Penn State, aside from a bad exchange between Allar and Singleton that led to a lost fumble, avoided the large-scale mistakes that can be so costly in games like this. Yes, there were some puzzling three-and-outs, and some too-cute-for-their-own-good calls when handoffs to Allen and Singleton would have done just fine, and a brainless personal foul penalty to keep the weekly bingo card full, but there were enough moments where the Lions were at their best—Omari Evans going vertical! Fatman stepping over ankle tackles! Dom DeLuca tossing Jeanty down in the backfield! Amin Vanover wrecking the game!—that you could see this team winning two more games, even if you had to squint a bit to do so while factoring in the possibility they might have to do it without Carter.

Penn State is playing clean ball, but it’s also playing confident ball right now, leaning into its strengths and learning to live with, if not completely clean up, its few remaining weaknesses. At this level of play, so much of the meat of the game depends on matchups, and the Lions continue to show that, on both offense and defense, they have the personnel, the know-how, and the discipline to execute and exploit different matchups in different ways. Their collective strength on both fronts has allowed them to dictate much of the early pace, and their veteran coordinators have allowed them to make necessary adjustments as the game goes on; few teams can do both.

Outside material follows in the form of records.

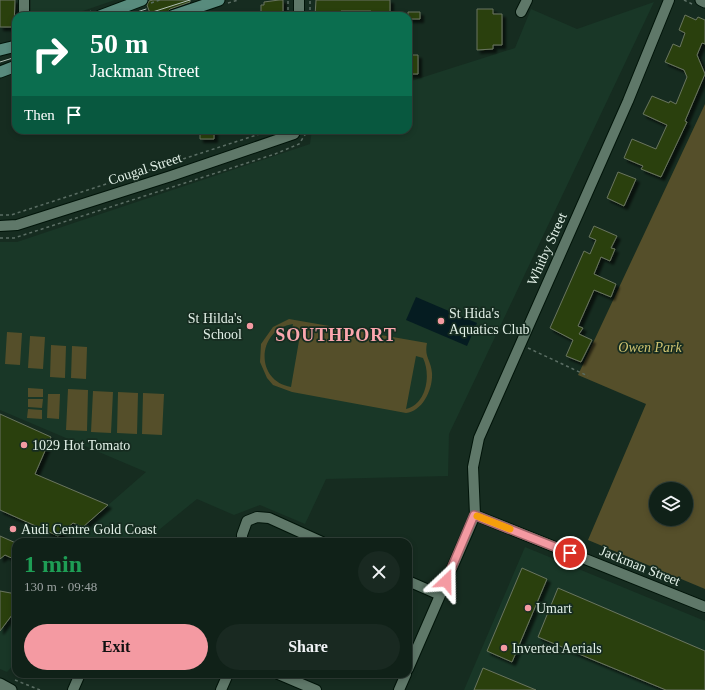 <!DOCTYPE html>
<meta charset="utf-8">
<style>
:root{--surface:#102118;--page:#192921;--text:#f1f3f6;--muted:#9ca3a2;--line:#303e37;--accent:#f49aa2}
body{margin:0;font-family:Georgia,serif;background:var(--page);color:var(--text);height:100vh;display:flex;flex-direction:column;font-size:15px;white-space:nowrap}
*{box-sizing:border-box;margin:0}
p{font-size:13px;color:var(--muted)}
.icon{flex:none;width:22px;height:22px;fill:none;stroke:currentColor;stroke-width:2;stroke-linecap:round;stroke-linejoin:round}
.map{position:relative;flex:1;overflow:hidden}
.panel{position:absolute;left:12px;top:538px;width:400px;height:140px;display:flex;flex-direction:column;background:var(--surface);border-radius:12px;box-shadow:0 2px 6px #0003,0 0 0 1px var(--line)}
.panel>*{flex:none}
.guide{position:absolute;left:12px;top:12px;width:400px;height:122px;border-radius:12px;box-shadow:0 2px 6px #0003,0 0 0 1px var(--line);background:#0b6e4f;color:#fff;overflow:hidden}
.controls{position:absolute;left:649px;top:482px;display:grid;gap:8px}
.controls a{display:grid;place-items:center;width:44px;height:44px;border-radius:50%;background:var(--surface);box-shadow:0 2px 6px #0003,0 0 0 1px var(--line);font-size:20px}
.pin{position:absolute;display:grid;place-items:center;width:34px;height:34px;color:#fff;margin:-17px;border:2px solid #fff;border-radius:50%;box-shadow:0 1px 4px #0007}
.me{position:absolute;width:44px;margin:-22px;rotate:23deg;stroke-linejoin:round;filter:drop-shadow(0 0 3px #0008)}
.turn{display:flex;align-items:center;gap:14px;height:84px;padding:0 12px;font-size:18px}
.turn .icon{width:52px;height:52px;stroke-width:2.5}
.turn b{display:block;font-size:28px;line-height:34px}
.then{display:flex;align-items:center;height:38px;padding:0 12px;background:#0003;gap:8px;font-size:15px}
.round{display:grid;place-items:center;flex:none;width:42px;height:42px;border-radius:21px;background:var(--page)}
.summary{display:flex;align-items:center;justify-content:space-between;height:68px;padding:0 12px}
h1{font-size:24px;font-weight:800;line-height:30px;color:#1e9e55}
.button{display:flex;gap:8px;margin-top:auto;padding:8px 12px}
.button a{flex:1;height:46px;border-radius:24px;background:var(--accent);color:#111;font-size:16px;font-weight:800;line-height:46px;text-align:center}
.button a+a{background:var(--page);color:var(--text)}
.map>svg:first-child{display:block}
.built{fill:#193727}
.green{fill:#554f2a;fill-rule:evenodd}
.water{fill:#051c21}
.building{fill:#2b3f10;stroke:#69755e;filter:url(#shadow)}
.lines{fill:none;stroke-linecap:round;stroke-linejoin:round}
.minor-casing{stroke:#011409;stroke-width:12}
.tertiary-casing{stroke:#011409;stroke-width:13}
.secondary-casing{stroke:#011409;stroke-width:13}
.path{stroke:#5b6e64;stroke-width:1.5;stroke-dasharray:3 3;stroke-linecap:butt}
.minor{stroke:#5f7869;stroke-width:10}
.tertiary{stroke:#5f7869;stroke-width:11}
.secondary{stroke:#588b7d;stroke-width:11}
.tram{stroke:#b1c1b7;stroke-width:1}
.route-casing{stroke:#9f6469;stroke-width:10}
.route{stroke:#f49aa2;stroke-width:7}
.slow{stroke:#f59e0b;stroke-width:7}
.poi-dot{fill:#f49aa2;stroke:#162c20;stroke-width:1.5}
.labels{text-anchor:middle;dominant-baseline:central;stroke-width:3.5;stroke-linejoin:round;paint-order:stroke}
.street-label{font-size:14px;fill:#e2f0e7;stroke:#162c20}
.poi-label{font-size:14px;fill:#e2f0e7;stroke:#162c20;text-anchor:start}
.park-label{font-size:14px;font-style:italic;fill:#d1c471;stroke:#162c20}
.district-label{font-size:18px;font-weight:bold;letter-spacing:1px;fill:#fca7ae;stroke:#162c20}
</style>
<div class="map">
<svg width="705" height="690" viewBox="0 0 705 690">
<defs>
<filter id="shadow"><feDropShadow dx="3.5" dy="3.5" stdDeviation="1" flood-color="#0009"/></filter>
</defs>
<rect width="100%" height="100%" fill="#162c20"/>
<path class="built" d="M31 0H115L68 16H31Z
M654 2 449 434 448 476 326 479 305 524 260 505 234 515 197 499 144 542H66L146 472 0 410V242H17L310 144 312 130H408V82L515 48 531 9 577 29Z
M525 547 705 621V690H464Z
M16 610V662L7 672 0 669V631Z"/>
<path class="green" d="M705 104V589L588 540 646 404 578 375ZM656 489H686V519H656Z
M289 319 427 343C424 357 431 360 432 373 433 389 423 411 406 413L292 392 273 385 267 378 260 362 261 344 273 327ZM293 324 291 333 300 335 291 387C254 381 257 329 293 324ZM416 356 423 358C431 374 427 404 406 409Z
M7 332 22 333 20 365 5 364Z
M30 336 45 337 43 369 28 368Z
M51 345 66 346 65 378 50 377Z
M72 346 87 347 86 379 71 378Z
M28 388 43 389V397H28Z
M68 389 88 390 87 431 66 430Z
M93 391 113 392 111 433 91 432Z
M118 392 138 393 137 434 117 433Z
M143 393 164 394 162 435 142 434Z
M48 394H60L59 419 47 418Z
M28 399H43L42 408 28 407Z
M28 409 42 410V419L27 418Z"/>
<path class="water" d="M416 297 477 323 467 346 406 320Z"/>
<path class="building" d="M0 0H15L14 27H0Z
M153 0H190V2L170 9 165 15 151 16 147 5 149 1Z
M279 0H283V16H261V5H264V2Z
M316 0H390V16H371V11H341V16H315Z
M477 9H493V14H502V45H493V49L477 50Z
M408 12H420V19H408Z
M685 15 696 20 698 17 705 20V44L702 43 697 55 705 74 685 121 687 122 661 177 641 169 643 166 624 158 632 139 656 149 667 125 643 114 652 96 669 103 670 101 676 104 687 77 684 70 665 62 673 44 680 47 685 33 679 30Z
M408 55H418V74H408Z
M200 130H214V139H200Z
M618 172 636 179 624 206 607 198Z
M594 226 617 236 611 248 615 249 610 261 601 257 594 274 616 284 611 297 594 290 578 326 583 328 579 334 592 340 581 362 566 356 573 340 550 328 584 251 590 254 596 240 589 237Z
M0 414 51 437 35 474 108 505 83 527 73 523 58 536 0 510Z
M0 536 16 543V560L5 555 0 559Z
M522 568 547 579 512 662 487 651Z
M558 588 705 651V690H666L538 637Z
M0 591 16 594 15 611 0 631Z
M483 668 536 690H474Z"/>
<g class="lines">
<defs>
<path id="minor" d="M521 12 527 0
M24 16V0
M299 16V0
M0 226 17 225 171 176 294 134 296 130
M475 515 705 607
M242 542V535L247 521 257 517 269 518 322 542
M408 581 440 595
M408 669 475 515 473 467 479 438 628 101 669 0
M278 674 316 690
M73 690 80 674
M221 690 228 674
M399 690 406 674"/>
<path id="tertiary" d="M701 0 705 2
M0 684 11 690"/>
<path id="secondary" d="M100 16 142 0
M172 16 219 0
M0 50 16 46
M0 72 16 66"/>
</defs>
<use href="#minor" class="minor-casing"/>
<use href="#tertiary" class="tertiary-casing"/>
<use href="#secondary" class="secondary-casing"/>
<path class="path" d="M684 0 692 4
M151 3 160 0
M228 3 238 0
M77 16 92 11
M154 16 162 13
M288 16V0
M310 16V0
M0 215H11L272 130
M0 238H14L275 154 299 144 308 130
M528 348 588 376
M260 674 269 678
M15 680 40 690"/>
<use href="#minor" class="minor"/>
<use href="#tertiary" class="tertiary"/>
<use href="#secondary" class="secondary"/>
<path class="tram" d="M125 16 146 9
M140 16 190 0
M0 62 16 57"/>
</g>
<g class="lines">
<defs>
<path id="route" d="M446 581 474 515 570 553"/>
</defs>
<use href="#route" class="route-casing"/>
<use href="#route" class="route"/>
<path class="slow" d="M477 516 510 529"/>
</g>
<g class="poi-dot">
<circle cx="441" cy="321" r="4"/>
<circle cx="250" cy="326" r="4"/>
<circle cx="24" cy="445" r="4"/>
<circle cx="13" cy="529" r="4"/>
<circle cx="528" cy="608" r="4"/>
<circle cx="504" cy="648" r="4"/>
</g>
<g class="labels">
<g class="street-label">
<text transform="translate(145 169) rotate(-18)">Cougal Street</text>
<text transform="translate(547 249) rotate(-66)">Whitby Street</text>
<text transform="translate(640 566) rotate(22)">Jackman Street</text>
</g>
<g class="poi-label">
<text x="449" y="313">St Hida's<tspan x="449" dy="16">Aquatics Club</tspan></text>
<text x="242" y="318" text-anchor="end">St Hilda's<tspan x="242" dy="16">School</tspan></text>
<text x="32" y="445">1029 Hot Tomato</text>
<text x="21" y="529">Audi Centre Gold Coast</text>
<text x="536" y="608">Umart</text>
<text x="512" y="648">Inverted Aerials</text>
</g>
<g class="park-label">
<text x="650" y="347">Owen Park</text>
</g>
<g class="district-label">
<text x="336" y="335">SOUTHPORT</text>
</g>
</g>
</svg>
<div class="controls">
<a><svg class="icon" aria-label="layers" viewBox="0 0 24 24"><path d="M12 4l9 5-9 5-9-5zM3 14l9 5 9-5"/></svg></a>
</div>
<div class="pin" style="left:570px;top:553px;background:#d93025"><svg class="icon" aria-label="arrive" viewBox="0 0 24 24"><path d="M6 21V4h12l-3 4 3 4H6"/></svg></div>
<svg class="me" style="left:446px;top:581px" viewBox="-20 -20 40 40"><path d="M0-17L14 15 0 8-14 15z" fill="#f49aa2" stroke="#fff" stroke-width="4"/></svg>
<div class="guide">
<div class="turn"><svg class="icon" aria-label="right" viewBox="0 0 24 24"><path d="M7 20v-9h11M14 6l5 5-5 5"/></svg><div><b>50 m</b>Jackman Street</div></div>
<div class="then">Then<svg class="icon" aria-label="arrive" viewBox="0 0 24 24"><path d="M6 21V4h12l-3 4 3 4H6"/></svg></div>
</div>
<section class="panel">
<div class="summary"><div><h1>1 min</h1><p>130 m · 09:48</p></div><a class="round"><svg class="icon" aria-label="close" viewBox="0 0 24 24"><path d="M6 6l12 12M18 6L6 18"/></svg></a></div>
<div class="button"><a>Exit</a><a>Share</a></div>
</section>
</div>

Then again, the few teams that can are the few teams that are still alive in the playoff bracket, and the stakes and the level of competition will rise again when Penn State takes on Notre Dame or Georgia next week in Miami. This group has risen to meet both of its first two playoff challenges, though, without playing anything close to a complete game. You might be wondering if the SMU and Boise State teams they handled with relative ease were relative frauds. Instead, it’s time to start wondering if the team that keeps handling its business and making these double-digit win teams look like frauds is the real deal.